[Record excerpts]
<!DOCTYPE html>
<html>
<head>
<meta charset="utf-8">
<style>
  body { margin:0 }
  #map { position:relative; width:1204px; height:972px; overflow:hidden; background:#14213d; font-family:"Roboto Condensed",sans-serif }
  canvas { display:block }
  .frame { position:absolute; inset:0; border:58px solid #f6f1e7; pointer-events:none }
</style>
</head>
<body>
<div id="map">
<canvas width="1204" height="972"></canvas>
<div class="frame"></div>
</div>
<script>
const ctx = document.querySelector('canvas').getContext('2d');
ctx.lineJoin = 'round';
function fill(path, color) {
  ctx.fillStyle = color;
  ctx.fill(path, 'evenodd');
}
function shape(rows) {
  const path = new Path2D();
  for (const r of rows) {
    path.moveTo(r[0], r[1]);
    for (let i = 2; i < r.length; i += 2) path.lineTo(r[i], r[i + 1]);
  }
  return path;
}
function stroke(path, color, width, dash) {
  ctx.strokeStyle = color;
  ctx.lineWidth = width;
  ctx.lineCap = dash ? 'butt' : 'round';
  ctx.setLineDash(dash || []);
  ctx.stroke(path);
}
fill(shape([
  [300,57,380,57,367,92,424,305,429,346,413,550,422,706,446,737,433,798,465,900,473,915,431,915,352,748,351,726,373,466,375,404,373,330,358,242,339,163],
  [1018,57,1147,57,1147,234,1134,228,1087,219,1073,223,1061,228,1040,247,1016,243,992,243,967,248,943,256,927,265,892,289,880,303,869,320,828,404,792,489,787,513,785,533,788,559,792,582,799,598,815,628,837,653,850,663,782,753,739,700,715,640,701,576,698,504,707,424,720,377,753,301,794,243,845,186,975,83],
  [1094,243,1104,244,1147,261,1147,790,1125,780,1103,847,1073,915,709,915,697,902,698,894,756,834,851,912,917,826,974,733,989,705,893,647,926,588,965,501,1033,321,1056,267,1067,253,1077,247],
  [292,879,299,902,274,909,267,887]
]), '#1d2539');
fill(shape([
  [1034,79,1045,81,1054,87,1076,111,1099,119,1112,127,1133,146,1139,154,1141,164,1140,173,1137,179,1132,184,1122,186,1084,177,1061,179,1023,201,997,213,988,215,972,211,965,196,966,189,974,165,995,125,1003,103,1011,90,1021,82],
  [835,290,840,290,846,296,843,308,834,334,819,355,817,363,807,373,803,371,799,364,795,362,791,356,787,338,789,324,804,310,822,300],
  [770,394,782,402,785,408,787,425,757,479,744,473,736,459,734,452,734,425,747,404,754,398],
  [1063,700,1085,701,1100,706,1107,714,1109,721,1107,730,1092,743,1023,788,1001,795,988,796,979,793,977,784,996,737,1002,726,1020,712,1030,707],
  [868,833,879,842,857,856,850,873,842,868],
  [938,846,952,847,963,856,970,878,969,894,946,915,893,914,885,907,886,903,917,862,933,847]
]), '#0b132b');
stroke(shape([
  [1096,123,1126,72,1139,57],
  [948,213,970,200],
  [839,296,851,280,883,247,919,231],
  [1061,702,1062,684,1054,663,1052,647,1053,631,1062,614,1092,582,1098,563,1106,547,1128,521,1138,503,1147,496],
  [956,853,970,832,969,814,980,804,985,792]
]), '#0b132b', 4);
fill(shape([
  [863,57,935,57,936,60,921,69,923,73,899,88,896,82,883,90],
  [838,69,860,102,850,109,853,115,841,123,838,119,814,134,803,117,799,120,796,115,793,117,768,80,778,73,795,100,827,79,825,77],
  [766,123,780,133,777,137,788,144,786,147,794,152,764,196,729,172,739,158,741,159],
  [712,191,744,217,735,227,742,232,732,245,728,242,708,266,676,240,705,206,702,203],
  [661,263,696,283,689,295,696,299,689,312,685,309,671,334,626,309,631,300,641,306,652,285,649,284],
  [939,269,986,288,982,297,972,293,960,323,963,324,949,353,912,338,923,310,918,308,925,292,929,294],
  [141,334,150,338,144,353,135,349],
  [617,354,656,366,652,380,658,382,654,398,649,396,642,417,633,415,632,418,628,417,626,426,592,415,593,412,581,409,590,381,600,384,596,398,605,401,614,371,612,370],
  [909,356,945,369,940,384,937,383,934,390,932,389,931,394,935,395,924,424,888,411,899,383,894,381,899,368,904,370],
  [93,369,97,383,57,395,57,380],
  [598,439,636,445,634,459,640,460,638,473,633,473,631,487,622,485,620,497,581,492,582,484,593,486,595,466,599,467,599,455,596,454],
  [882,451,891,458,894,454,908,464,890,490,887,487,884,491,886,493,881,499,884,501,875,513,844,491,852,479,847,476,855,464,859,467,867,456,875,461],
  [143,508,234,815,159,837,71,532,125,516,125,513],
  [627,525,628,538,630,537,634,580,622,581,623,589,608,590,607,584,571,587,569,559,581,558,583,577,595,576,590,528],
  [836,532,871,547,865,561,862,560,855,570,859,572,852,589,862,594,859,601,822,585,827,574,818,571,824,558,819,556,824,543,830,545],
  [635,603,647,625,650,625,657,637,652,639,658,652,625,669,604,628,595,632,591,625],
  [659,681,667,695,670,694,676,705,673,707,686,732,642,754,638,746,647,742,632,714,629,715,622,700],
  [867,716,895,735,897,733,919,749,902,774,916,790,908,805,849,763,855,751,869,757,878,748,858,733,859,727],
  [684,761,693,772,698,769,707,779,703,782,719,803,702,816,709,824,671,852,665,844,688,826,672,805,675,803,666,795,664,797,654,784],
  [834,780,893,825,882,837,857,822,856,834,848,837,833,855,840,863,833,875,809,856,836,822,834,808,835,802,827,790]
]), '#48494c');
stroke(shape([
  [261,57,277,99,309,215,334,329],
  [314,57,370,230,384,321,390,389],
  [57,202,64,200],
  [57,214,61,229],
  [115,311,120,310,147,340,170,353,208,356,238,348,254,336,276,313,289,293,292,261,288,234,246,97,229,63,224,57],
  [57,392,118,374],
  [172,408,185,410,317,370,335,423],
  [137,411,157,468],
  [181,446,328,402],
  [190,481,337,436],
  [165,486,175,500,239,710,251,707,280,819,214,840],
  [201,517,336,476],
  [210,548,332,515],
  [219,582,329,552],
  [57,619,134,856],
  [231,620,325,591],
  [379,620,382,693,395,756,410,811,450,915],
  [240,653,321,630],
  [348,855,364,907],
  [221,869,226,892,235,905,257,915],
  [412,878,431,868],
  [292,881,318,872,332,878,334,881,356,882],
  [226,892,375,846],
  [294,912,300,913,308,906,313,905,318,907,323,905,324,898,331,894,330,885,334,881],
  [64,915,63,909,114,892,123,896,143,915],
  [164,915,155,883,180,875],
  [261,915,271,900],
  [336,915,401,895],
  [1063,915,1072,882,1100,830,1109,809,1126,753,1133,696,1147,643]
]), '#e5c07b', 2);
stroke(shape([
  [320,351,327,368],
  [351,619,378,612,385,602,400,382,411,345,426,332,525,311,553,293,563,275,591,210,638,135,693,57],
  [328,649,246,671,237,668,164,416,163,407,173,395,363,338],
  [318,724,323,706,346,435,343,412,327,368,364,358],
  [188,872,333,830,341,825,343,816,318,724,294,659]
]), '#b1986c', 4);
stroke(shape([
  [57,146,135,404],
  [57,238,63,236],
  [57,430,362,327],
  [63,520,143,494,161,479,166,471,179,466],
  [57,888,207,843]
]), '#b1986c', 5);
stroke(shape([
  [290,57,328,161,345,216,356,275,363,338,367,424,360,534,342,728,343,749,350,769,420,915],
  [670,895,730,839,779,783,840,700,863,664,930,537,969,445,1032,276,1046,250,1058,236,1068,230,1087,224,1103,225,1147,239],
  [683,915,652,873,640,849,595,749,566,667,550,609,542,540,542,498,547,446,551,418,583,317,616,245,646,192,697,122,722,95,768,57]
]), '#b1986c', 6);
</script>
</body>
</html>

[Your task] Write the lines again exactly, from the first line of the material above to the line that includes "ctx.stroke(path);", both included. Leave out all the rest.

[Result below]
<!DOCTYPE html>
<html>
<head>
<meta charset="utf-8">
<style>
  body { margin:0 }
  #map { position:relative; width:1204px; height:972px; overflow:hidden; background:#14213d; font-family:"Roboto Condensed",sans-serif }
  canvas { display:block }
  .frame { position:absolute; inset:0; border:58px solid #f6f1e7; pointer-events:none }
</style>
</head>
<body>
<div id="map">
<canvas width="1204" height="972"></canvas>
<div class="frame"></div>
</div>
<script>
const ctx = document.querySelector('canvas').getContext('2d');
ctx.lineJoin = 'round';
function fill(path, color) {
  ctx.fillStyle = color;
  ctx.fill(path, 'evenodd');
}
function shape(rows) {
  const path = new Path2D();
  for (const r of rows) {
    path.moveTo(r[0], r[1]);
    for (let i = 2; i < r.length; i += 2) path.lineTo(r[i], r[i + 1]);
  }
  return path;
}
function stroke(path, color, width, dash) {
  ctx.strokeStyle = color;
  ctx.lineWidth = width;
  ctx.lineCap = dash ? 'butt' : 'round';
  ctx.setLineDash(dash || []);
  ctx.stroke(path);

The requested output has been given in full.